# Help me back off some



## lisalovestom (Oct 10, 2010)

Hi everyone! I'm new here and would love some advice. A little background first. My husband and I will be married 20 years in March. He is 41 and I am almost 38. We have one child, a girl who is 17. I've always wanted lots of sex and it used to be a major fight between us. I think sorta a control issue honestly. Now, we seem to be on the same wavelength overall. We usually have sex 4 or 5 times a week but lots of weeks it'll be more than that. When we do mess around my husband is very generous with me - I'll usually have lots of orgasms before he has his. What is the problem, right?

Well, I feel as though I'm always doing the chasing. I hate that feeling! I feel like I'm the one making the sexy comments, making sure we have sex, creating situations where we will have sex, flirting, and so on. He does it too, but not nearly as often as me and usually as more of a response to me. I'm tired of that though! I want to feel chased and desired. 
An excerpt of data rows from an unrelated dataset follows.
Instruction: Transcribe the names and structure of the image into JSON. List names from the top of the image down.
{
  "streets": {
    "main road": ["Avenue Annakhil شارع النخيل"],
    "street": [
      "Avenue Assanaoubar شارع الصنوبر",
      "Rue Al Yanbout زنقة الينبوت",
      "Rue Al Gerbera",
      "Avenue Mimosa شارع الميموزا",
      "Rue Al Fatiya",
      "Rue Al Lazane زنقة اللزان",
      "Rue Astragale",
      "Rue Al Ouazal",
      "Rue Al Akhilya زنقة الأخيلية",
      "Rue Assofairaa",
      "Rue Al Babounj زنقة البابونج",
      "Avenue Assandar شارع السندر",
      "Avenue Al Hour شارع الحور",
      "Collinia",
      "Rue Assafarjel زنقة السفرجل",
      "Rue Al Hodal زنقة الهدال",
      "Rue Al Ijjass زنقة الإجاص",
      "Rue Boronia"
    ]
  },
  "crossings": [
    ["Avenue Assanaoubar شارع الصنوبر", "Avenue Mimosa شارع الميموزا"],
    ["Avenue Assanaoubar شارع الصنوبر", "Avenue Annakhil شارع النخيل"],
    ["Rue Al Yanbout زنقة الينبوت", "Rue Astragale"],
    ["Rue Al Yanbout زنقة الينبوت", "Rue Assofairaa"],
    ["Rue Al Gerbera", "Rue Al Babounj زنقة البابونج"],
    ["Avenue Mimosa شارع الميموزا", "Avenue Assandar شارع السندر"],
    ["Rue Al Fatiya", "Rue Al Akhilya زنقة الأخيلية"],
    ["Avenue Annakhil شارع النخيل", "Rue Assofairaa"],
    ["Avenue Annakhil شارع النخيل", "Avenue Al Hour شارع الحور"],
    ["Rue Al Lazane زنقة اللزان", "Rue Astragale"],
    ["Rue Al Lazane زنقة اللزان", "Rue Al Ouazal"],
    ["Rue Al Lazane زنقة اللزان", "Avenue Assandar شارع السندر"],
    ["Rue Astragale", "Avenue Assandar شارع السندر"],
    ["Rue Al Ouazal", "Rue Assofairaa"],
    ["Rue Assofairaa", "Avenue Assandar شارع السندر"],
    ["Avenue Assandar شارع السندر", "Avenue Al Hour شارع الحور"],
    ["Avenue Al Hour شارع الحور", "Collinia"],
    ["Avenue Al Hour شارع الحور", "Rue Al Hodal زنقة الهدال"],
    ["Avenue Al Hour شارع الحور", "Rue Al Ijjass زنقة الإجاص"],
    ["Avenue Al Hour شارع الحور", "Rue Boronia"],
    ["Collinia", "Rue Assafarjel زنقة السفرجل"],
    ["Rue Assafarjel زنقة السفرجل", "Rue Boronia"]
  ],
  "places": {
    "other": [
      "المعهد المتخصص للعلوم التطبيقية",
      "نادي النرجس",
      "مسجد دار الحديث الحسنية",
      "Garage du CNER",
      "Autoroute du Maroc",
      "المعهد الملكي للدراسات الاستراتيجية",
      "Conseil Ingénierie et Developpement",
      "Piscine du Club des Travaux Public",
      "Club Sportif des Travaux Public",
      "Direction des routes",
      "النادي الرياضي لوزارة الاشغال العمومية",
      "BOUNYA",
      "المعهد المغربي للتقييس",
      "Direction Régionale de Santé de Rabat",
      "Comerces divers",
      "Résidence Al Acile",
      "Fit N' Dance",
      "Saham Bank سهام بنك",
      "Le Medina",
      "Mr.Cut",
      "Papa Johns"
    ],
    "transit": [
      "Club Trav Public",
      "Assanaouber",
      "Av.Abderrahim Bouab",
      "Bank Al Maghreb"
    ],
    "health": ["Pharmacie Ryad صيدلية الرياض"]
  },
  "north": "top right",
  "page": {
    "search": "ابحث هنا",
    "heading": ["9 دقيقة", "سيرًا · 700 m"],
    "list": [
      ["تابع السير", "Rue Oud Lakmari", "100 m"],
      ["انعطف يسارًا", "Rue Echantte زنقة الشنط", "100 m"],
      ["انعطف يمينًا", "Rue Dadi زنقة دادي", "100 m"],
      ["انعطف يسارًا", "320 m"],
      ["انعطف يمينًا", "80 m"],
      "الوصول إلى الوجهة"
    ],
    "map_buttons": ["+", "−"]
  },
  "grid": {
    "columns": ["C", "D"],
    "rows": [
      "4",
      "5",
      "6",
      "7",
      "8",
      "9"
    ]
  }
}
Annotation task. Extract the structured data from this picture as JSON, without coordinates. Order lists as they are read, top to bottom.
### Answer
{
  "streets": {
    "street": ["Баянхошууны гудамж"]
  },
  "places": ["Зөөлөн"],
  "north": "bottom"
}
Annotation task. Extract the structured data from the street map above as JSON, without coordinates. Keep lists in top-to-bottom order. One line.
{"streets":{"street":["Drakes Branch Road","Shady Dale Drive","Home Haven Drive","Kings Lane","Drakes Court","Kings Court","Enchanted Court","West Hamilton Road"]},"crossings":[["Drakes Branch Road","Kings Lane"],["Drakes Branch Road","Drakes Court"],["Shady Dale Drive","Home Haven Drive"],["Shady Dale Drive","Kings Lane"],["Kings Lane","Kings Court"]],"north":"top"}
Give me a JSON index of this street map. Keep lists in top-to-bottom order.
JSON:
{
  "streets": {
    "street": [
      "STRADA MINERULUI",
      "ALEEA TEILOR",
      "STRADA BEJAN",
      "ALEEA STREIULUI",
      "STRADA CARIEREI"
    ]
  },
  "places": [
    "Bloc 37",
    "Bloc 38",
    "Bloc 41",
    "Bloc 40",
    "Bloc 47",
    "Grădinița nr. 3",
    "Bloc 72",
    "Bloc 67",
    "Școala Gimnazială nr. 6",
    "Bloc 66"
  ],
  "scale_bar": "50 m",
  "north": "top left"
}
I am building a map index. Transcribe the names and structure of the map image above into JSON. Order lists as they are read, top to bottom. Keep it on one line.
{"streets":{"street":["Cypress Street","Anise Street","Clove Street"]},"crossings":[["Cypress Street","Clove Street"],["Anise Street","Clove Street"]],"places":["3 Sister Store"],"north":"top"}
I worry that I've sorta created the problem because I don't ever give him the chance. I'm always right there ready to flirt or make a sexy comment or whatever. I'm always concerned about making time for each other and for sex. He never gets to think of it because I've already done it. I want to stop that somewhat. I want to let him chase me some. I want to pretend like I don't care one way or the other if we have sex, flirt, act all sexy or whatever. But then the minute he does any of those things I want to be my regular self. The actual sexual acts between us are amazing - it's all the other stuff that I want to change. 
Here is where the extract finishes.